**What to do**
Pull every line containing "Reserve" out of the material below.
>>>>
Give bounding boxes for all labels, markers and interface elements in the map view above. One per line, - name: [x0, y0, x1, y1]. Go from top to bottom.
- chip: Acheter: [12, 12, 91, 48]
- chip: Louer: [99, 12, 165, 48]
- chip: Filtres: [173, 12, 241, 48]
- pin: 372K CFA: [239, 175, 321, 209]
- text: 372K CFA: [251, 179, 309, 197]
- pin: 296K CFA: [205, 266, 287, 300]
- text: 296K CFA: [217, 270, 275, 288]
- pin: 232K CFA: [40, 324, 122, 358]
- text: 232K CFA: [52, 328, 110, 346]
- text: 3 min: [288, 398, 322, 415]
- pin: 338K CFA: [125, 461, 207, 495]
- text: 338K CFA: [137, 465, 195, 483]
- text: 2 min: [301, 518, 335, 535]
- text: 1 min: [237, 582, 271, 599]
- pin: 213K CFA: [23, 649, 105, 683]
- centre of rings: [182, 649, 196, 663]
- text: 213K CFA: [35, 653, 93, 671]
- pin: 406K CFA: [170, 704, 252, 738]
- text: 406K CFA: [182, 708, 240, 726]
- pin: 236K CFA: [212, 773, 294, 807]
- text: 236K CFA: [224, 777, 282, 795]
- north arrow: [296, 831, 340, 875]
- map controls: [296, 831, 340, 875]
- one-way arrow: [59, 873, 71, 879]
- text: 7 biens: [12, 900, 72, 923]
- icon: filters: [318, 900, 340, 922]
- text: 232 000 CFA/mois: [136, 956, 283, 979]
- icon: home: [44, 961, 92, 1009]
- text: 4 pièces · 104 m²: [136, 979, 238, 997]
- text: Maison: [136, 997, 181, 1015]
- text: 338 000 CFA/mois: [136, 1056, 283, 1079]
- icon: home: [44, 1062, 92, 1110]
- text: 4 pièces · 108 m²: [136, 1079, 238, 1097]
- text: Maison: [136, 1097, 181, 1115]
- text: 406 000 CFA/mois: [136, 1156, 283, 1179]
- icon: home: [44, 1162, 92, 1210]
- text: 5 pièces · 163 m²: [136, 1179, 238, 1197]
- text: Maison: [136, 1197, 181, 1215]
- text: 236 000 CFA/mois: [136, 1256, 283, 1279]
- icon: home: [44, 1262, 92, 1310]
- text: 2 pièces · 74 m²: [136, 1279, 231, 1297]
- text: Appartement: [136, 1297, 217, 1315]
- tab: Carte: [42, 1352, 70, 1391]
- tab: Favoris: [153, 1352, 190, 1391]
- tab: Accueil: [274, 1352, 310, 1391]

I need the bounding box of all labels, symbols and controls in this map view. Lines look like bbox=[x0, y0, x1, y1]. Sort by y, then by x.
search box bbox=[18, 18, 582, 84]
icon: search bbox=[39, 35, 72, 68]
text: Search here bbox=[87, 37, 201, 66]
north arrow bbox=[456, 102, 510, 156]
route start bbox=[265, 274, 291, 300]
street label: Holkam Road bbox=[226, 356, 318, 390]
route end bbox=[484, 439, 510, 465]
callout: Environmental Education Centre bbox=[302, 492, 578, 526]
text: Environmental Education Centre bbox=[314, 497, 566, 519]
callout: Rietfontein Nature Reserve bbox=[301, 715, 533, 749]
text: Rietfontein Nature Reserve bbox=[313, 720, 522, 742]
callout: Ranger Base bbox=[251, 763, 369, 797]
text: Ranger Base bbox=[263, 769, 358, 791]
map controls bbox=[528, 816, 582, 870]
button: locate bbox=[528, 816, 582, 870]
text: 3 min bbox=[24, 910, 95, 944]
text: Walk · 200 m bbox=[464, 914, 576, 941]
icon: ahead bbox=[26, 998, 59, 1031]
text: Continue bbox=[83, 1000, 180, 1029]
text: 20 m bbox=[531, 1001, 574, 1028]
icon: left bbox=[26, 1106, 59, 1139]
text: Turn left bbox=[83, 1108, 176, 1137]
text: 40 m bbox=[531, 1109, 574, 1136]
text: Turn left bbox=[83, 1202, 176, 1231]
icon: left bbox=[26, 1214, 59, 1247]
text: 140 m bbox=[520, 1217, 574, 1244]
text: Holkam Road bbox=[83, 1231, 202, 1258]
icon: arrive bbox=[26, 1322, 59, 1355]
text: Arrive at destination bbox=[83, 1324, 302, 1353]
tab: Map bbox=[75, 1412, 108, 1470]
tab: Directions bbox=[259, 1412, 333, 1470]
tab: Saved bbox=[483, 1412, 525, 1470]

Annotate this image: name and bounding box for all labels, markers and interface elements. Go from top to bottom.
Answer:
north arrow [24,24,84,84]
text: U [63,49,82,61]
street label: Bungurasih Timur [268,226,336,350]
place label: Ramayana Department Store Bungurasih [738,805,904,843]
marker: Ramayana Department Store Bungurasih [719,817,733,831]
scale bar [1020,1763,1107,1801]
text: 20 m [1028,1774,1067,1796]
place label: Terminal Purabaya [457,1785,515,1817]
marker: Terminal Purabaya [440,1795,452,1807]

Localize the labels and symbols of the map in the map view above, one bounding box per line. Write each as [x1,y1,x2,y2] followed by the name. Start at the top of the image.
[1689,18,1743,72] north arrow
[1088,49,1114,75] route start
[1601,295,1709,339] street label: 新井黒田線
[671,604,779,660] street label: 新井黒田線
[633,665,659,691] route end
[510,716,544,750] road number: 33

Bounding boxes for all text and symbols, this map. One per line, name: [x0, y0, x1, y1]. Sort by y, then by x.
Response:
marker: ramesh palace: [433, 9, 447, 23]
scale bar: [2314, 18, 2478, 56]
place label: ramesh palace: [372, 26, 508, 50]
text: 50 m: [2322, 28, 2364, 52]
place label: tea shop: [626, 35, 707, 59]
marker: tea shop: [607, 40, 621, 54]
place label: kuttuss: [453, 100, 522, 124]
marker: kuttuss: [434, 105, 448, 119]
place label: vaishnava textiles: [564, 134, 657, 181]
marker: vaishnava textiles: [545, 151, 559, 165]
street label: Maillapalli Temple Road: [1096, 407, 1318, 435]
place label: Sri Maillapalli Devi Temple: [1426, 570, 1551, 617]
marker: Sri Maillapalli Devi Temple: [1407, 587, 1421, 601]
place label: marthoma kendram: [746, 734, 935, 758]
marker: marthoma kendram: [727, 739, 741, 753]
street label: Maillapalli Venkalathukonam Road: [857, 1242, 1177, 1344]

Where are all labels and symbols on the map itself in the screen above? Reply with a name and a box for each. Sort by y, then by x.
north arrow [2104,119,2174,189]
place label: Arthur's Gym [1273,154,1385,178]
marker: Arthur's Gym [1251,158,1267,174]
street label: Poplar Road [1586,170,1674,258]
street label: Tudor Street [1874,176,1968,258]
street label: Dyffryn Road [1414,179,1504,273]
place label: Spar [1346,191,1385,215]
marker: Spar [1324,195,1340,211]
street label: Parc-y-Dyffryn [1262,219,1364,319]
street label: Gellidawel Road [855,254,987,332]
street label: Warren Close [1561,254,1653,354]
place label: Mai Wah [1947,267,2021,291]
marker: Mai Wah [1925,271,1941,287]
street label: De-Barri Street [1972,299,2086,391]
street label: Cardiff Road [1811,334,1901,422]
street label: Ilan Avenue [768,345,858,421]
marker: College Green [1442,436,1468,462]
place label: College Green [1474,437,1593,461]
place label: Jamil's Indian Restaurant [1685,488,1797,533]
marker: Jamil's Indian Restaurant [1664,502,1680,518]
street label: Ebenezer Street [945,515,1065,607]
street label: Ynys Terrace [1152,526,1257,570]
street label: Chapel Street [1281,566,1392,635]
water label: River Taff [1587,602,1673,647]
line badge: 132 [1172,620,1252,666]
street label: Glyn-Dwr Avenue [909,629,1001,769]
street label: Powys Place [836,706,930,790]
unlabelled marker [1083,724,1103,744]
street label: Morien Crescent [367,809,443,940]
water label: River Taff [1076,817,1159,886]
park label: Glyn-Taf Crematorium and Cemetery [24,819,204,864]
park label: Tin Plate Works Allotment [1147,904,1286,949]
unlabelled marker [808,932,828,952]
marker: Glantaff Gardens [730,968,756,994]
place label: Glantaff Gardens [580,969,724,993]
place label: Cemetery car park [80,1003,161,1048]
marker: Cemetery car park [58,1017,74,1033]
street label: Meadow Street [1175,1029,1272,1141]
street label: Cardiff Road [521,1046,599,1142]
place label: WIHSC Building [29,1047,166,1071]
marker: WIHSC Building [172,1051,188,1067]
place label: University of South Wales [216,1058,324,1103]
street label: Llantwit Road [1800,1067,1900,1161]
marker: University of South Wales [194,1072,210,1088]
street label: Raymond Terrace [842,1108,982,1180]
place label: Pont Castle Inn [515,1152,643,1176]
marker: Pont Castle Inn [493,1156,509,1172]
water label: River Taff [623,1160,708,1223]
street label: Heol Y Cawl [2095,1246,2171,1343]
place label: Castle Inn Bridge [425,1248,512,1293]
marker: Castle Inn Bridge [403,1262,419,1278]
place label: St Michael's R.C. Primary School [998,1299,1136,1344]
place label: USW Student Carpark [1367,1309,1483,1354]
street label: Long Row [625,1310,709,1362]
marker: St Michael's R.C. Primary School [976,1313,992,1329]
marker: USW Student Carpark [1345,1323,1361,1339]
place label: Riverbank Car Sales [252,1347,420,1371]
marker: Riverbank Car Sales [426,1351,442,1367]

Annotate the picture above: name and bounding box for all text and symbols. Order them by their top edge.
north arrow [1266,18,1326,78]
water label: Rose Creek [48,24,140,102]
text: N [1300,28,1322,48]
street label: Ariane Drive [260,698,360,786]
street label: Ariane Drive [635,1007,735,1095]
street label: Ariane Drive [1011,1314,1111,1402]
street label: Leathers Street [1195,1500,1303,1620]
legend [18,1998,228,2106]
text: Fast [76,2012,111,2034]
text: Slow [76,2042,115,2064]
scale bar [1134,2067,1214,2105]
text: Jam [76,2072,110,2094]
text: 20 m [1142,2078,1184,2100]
<<<<
**Exercise result**
callout: Rietfontein Nature Reserve bbox=[301, 715, 533, 749]
text: Rietfontein Nature Reserve bbox=[313, 720, 522, 742]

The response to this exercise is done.